* _ACTION ITEM_:
Lines in the listing below that include the word "data" need to be copied.

* _RECORDS SUPPLIED_:
== == ==
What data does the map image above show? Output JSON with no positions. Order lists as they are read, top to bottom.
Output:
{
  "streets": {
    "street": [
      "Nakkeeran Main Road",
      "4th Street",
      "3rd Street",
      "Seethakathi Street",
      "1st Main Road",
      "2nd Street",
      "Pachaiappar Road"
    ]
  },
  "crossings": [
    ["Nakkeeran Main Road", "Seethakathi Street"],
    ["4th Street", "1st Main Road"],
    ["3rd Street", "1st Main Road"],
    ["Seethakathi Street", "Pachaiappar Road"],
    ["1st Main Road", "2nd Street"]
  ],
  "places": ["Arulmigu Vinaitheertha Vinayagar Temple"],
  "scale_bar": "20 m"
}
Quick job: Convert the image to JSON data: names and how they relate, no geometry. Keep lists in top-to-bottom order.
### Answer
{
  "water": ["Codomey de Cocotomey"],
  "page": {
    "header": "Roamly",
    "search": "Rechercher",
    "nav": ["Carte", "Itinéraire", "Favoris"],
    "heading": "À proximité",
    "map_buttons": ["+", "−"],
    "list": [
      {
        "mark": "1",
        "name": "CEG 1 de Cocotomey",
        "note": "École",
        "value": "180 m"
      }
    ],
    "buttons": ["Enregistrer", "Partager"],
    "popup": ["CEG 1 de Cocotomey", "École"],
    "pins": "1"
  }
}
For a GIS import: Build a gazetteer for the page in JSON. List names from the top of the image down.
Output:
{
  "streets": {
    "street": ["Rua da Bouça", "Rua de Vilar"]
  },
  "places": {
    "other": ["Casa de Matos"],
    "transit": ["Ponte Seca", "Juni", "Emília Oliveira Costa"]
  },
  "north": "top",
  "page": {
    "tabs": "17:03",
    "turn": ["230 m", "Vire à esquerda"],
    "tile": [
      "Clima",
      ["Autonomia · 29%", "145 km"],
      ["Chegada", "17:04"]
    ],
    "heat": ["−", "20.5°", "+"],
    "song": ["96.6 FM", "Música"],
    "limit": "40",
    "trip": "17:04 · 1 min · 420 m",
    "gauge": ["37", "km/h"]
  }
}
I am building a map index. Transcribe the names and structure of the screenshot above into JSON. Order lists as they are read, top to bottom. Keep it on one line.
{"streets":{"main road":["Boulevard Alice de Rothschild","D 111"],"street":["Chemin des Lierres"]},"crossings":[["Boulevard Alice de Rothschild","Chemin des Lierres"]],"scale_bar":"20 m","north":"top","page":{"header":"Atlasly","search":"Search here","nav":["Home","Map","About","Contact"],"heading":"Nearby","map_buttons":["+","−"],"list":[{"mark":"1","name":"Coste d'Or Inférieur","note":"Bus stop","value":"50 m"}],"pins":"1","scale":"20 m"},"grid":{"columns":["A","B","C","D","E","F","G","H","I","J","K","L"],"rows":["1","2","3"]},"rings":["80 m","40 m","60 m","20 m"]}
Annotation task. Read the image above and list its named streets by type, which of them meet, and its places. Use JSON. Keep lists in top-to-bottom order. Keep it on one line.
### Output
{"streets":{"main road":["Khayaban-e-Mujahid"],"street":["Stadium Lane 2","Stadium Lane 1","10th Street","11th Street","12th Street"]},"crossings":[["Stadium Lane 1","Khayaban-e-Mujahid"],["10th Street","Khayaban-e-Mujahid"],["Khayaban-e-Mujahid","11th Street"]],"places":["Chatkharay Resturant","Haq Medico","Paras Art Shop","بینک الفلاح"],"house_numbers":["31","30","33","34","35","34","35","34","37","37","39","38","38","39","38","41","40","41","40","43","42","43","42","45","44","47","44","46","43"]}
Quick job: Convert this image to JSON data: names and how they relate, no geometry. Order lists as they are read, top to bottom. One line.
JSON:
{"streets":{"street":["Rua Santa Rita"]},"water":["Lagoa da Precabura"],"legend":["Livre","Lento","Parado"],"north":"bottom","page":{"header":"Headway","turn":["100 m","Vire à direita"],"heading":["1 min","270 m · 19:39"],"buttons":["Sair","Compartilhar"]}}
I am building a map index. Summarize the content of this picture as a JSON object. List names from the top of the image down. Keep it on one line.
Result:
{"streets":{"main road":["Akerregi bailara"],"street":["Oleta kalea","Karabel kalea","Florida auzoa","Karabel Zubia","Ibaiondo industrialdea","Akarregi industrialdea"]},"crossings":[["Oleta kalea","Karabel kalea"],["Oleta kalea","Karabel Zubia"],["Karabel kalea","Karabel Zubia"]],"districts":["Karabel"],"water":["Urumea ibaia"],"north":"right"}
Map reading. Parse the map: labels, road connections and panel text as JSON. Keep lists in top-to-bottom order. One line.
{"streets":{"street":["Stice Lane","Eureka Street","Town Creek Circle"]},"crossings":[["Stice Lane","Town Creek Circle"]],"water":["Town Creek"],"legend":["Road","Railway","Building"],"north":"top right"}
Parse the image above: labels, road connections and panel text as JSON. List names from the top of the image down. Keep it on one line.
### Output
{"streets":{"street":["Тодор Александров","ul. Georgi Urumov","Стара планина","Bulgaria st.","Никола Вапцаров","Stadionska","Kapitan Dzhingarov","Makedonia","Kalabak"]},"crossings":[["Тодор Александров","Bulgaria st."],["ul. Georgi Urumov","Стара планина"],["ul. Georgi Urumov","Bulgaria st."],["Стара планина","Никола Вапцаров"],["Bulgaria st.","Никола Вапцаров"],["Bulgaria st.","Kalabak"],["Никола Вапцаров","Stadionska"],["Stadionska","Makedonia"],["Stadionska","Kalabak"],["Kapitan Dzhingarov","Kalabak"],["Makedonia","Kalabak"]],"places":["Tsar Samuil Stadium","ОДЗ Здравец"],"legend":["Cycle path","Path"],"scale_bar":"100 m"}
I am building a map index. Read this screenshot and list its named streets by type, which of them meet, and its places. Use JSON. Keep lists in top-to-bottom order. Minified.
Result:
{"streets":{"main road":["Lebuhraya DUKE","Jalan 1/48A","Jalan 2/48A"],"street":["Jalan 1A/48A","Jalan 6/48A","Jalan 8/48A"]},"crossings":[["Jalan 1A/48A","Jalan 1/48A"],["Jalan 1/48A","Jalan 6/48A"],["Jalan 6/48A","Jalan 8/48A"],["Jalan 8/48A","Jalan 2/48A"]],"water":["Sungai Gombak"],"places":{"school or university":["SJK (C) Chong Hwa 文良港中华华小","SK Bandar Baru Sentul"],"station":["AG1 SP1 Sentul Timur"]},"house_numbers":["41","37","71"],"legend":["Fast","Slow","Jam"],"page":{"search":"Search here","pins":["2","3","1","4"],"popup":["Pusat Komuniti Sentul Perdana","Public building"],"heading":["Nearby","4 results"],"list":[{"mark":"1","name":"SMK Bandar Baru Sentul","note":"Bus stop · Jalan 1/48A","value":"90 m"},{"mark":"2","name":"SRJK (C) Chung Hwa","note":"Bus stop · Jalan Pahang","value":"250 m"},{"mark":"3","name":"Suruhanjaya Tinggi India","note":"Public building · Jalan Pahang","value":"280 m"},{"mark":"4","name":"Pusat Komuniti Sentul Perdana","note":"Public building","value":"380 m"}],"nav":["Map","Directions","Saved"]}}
== == ==
* _REPLY TO THE EXERCISE_:
What data does the map image above show? Output JSON with no positions. Order lists as they are read, top to bottom.
Quick job: Convert the image to JSON data: names and how they relate, no geometry. Keep lists in top-to-bottom order.
Quick job: Convert this image to JSON data: names and how they relate, no geometry. Order lists as they are read, top to bottom. One line.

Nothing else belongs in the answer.